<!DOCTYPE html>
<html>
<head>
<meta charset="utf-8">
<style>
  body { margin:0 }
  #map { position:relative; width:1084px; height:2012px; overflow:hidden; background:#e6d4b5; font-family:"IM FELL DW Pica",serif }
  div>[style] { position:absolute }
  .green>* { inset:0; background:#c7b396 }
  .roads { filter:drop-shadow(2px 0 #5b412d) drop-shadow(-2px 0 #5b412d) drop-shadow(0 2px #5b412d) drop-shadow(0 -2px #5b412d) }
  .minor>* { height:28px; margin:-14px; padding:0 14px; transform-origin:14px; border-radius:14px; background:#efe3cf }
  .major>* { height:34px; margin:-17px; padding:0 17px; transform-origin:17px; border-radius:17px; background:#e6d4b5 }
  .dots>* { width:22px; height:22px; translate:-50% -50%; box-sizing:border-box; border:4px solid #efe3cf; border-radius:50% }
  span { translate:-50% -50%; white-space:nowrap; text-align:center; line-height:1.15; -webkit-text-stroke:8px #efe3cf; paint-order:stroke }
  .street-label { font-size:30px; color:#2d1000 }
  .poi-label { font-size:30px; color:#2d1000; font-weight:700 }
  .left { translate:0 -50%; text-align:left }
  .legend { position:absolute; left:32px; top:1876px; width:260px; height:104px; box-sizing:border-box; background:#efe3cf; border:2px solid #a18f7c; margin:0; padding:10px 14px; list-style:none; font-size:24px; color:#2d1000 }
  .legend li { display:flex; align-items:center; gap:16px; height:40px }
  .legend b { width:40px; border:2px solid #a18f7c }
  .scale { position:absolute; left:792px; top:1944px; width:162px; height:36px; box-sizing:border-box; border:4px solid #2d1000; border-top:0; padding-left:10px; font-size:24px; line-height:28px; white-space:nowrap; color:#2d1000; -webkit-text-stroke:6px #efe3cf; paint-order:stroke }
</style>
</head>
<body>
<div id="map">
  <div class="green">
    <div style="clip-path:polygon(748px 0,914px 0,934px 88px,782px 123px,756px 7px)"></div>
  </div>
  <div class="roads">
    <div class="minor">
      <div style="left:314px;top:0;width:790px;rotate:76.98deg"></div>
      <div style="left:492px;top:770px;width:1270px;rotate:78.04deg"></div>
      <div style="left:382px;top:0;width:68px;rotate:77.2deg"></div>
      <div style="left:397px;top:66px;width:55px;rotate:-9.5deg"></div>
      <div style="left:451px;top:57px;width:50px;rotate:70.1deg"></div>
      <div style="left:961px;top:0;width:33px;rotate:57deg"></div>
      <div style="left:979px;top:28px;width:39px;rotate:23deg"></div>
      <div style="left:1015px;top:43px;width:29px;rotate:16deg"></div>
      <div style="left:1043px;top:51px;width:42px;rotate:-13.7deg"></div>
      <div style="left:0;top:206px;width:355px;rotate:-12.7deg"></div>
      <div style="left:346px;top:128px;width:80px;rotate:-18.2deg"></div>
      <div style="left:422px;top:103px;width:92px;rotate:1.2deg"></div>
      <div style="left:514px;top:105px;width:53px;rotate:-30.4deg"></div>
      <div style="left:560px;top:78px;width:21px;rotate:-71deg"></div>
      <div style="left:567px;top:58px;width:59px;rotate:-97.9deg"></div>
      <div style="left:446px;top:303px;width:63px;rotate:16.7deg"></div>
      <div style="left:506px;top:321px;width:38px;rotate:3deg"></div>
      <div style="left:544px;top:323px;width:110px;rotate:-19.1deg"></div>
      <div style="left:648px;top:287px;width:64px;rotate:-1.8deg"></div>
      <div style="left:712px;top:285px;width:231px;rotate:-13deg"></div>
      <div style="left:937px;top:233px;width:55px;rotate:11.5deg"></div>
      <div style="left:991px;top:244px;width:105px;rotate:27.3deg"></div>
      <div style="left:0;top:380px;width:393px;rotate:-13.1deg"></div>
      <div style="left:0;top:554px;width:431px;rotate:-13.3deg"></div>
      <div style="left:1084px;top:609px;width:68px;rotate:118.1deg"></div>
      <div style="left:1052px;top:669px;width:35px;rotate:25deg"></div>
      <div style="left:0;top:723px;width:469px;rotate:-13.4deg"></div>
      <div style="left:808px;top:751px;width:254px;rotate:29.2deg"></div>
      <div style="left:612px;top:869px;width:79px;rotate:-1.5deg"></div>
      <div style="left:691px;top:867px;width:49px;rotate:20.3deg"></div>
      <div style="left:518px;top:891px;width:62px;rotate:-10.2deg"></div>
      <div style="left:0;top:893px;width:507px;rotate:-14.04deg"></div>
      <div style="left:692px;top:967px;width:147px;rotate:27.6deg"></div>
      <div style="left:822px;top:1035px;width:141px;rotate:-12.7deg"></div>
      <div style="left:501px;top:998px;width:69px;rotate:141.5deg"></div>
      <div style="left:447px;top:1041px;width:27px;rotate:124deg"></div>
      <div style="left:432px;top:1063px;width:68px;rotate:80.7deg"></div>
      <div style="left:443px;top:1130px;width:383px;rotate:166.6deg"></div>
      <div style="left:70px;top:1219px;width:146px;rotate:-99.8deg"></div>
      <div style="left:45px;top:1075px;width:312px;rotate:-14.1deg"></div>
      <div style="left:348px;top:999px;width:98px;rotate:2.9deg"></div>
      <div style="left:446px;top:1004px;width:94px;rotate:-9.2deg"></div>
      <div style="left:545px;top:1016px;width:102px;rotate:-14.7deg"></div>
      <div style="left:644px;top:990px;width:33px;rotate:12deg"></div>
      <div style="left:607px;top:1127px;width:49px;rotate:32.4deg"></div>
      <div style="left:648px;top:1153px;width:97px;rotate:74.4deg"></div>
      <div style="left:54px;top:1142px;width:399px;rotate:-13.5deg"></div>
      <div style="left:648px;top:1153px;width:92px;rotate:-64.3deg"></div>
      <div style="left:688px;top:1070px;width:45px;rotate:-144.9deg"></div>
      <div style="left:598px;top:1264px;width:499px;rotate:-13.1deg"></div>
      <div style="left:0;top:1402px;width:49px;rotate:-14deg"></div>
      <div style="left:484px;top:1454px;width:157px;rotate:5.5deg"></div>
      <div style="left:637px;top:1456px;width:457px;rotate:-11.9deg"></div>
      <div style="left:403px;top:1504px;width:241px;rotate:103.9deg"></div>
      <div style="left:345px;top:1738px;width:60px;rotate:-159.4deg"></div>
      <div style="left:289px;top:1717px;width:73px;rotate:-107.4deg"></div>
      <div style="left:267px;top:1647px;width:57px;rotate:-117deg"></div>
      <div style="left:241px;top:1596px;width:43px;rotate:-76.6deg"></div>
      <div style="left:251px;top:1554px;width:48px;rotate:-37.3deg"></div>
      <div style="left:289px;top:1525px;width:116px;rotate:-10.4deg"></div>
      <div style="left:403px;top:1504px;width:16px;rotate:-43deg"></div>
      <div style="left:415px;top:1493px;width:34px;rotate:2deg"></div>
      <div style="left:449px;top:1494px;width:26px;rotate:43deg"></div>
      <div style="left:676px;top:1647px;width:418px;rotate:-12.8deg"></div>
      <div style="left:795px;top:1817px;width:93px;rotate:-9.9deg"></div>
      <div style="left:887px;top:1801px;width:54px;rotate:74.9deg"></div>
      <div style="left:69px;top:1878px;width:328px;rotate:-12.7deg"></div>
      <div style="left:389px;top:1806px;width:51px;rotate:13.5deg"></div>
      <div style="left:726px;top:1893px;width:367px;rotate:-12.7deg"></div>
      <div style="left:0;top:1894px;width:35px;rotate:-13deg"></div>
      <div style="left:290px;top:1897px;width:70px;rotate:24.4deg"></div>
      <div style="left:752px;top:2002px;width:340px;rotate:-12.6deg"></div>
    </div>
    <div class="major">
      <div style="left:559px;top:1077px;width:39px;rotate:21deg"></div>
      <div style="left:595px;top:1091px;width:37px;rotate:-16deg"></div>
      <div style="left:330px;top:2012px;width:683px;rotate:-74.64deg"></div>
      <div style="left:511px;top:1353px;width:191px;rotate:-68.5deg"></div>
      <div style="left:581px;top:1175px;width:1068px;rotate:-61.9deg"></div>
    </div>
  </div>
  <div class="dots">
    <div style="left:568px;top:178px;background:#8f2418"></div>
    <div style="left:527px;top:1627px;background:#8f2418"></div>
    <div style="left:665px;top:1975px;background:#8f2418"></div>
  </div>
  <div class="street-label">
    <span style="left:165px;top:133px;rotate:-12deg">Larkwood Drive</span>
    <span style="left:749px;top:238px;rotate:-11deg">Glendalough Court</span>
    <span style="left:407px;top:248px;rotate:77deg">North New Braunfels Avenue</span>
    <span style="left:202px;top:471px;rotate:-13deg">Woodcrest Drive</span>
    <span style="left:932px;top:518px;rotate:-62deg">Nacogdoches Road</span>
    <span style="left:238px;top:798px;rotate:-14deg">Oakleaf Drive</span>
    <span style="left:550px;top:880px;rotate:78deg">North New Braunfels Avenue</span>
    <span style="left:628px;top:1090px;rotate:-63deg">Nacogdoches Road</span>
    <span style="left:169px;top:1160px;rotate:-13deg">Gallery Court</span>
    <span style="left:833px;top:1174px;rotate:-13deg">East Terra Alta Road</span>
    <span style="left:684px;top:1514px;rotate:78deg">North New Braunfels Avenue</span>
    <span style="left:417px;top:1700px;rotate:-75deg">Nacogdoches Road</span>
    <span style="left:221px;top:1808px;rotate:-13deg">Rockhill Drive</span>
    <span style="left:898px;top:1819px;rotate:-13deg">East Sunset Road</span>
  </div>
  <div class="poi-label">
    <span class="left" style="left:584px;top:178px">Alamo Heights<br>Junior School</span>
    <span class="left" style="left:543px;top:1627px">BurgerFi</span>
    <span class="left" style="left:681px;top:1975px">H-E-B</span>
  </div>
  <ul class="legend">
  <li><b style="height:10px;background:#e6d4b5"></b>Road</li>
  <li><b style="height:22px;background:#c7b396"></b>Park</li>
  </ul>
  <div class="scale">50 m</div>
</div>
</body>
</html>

::::::::::

## ABOUT THIS EXERCISE
Beginning of the records through the line with "filter:drop-shadow(2px 0 #5b412d)": return that span exactly and stop there.

## ANSWER TO THIS PROBLEM
<!DOCTYPE html>
<html>
<head>
<meta charset="utf-8">
<style>
  body { margin:0 }
  #map { position:relative; width:1084px; height:2012px; overflow:hidden; background:#e6d4b5; font-family:"IM FELL DW Pica",serif }
  div>[style] { position:absolute }
  .green>* { inset:0; background:#c7b396 }
  .roads { filter:drop-shadow(2px 0 #5b412d) drop-shadow(-2px 0 #5b412d) drop-shadow(0 2px #5b412d) drop-shadow(0 -2px #5b412d) }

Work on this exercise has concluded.